Well Below 200-day and Lagging, but Short-term Breakout
XLF, KRE, KBE, KIE, REM, MJ, FCG, XES
The Finance SPDR (XLF) and the Regional Bank ETF (KRE) are holding on to their short-term breakouts, but they are still lagging overall (well below their 200-day SMAs). The first chart shows XLF with a rising channel and the ETF is hugging the lower line. As with XLI and IWM, the mid July breakout is largely holding, but follow through has been minimal. I am marking support at 23 and a break here would reverse the upswing. The second chart shows KRE with similar characteristics and support at 36.
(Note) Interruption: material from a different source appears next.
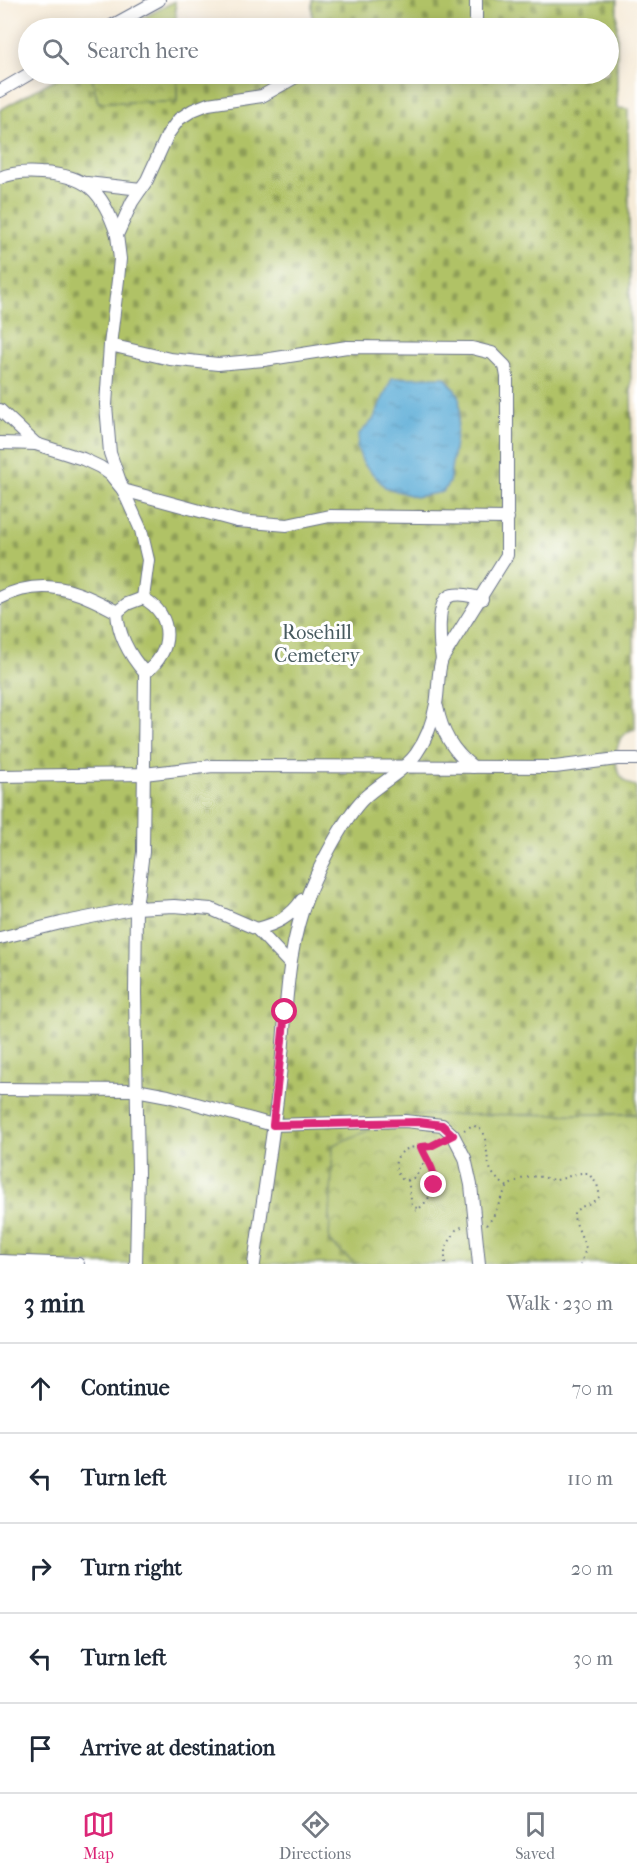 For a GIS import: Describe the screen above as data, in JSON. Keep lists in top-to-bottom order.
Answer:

Well Below 200-day, Lagging and No Short-term Breakout
XAR, XOP, AMLP
The chart for the Oil & Gas Exploration & Production ETF (XOP) looks similar to the other energy-related ETFs (below the 200-day, a decline from early June to mid July and a breakout attempt). XES and FCG broke short-term resistance and are in the group above. Nevertheless, I am not interested in ETFs trading well below their falling 200-day SMAs because the bigger downtrend is the dominant force. XOP found support in the 47-50 area the last few weeks and a breakout at 55 would be short-term bullish, but the long-term downtrend keeps me away.